The truth remains that many Republicans loathe President Obama; the House has even voted to sue the President. More than a few independents, and even some Democrats, are also disenchanted. Mr. Obama oversaw a health care monstrosity, his administration has abused its power time and again, and his stewardship of the economy has been woefully inadequate. The President seems to care far more about "social justice" and "climate change" than securing our borders and protecting the homeland. But all those complaints, valid though they may be, are temporarily on the back burner.
It's also valid to criticize President Obama for waiting too long to confront ISIS; intelligence sources tell The Factor that the administration knew about the dire threat a year ago! President Obama now seems to believe that ISIS can be defeated without sending ground troops to Syria and Iraq.
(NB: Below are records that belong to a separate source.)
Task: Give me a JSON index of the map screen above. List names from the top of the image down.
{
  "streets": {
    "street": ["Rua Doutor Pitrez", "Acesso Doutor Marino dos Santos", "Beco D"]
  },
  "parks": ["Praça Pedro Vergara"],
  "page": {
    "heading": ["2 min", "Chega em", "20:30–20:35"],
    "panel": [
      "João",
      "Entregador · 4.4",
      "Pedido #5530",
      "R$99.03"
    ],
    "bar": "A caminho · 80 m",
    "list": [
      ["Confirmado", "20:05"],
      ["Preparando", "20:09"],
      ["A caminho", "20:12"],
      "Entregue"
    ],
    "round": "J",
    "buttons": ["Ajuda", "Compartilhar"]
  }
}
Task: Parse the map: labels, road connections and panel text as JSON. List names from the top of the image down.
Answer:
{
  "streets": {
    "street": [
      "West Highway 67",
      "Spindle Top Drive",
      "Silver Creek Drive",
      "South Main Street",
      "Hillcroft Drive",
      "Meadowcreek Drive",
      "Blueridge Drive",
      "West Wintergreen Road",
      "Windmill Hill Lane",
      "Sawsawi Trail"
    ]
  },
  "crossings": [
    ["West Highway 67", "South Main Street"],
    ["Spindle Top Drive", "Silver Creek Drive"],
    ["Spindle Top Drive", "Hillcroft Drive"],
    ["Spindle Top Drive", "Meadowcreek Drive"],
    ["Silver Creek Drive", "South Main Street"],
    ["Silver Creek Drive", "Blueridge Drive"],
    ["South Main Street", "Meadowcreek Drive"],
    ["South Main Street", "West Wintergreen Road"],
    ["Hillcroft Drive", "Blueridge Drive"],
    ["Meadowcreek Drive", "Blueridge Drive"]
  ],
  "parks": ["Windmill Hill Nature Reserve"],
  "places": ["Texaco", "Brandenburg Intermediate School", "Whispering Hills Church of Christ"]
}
Military analysts disagree, almost unanimously. But whichever argument proves correct, we are now united in our desire for success.
Back in 1947, when a World War was over and a Cold War just beginning, Republican Senator Arthur Vandenberg famously declared that "partisan politics stops at the water's edge." Politicians from both parties have sometimes ignored that sage advice, most notoriously a decade ago when President Bush went to war in Iraq. But whatever mistakes were made in the past, Vandenberg's adage bears repeating. We are engaged in a war with a savage enemy, a war that must be won.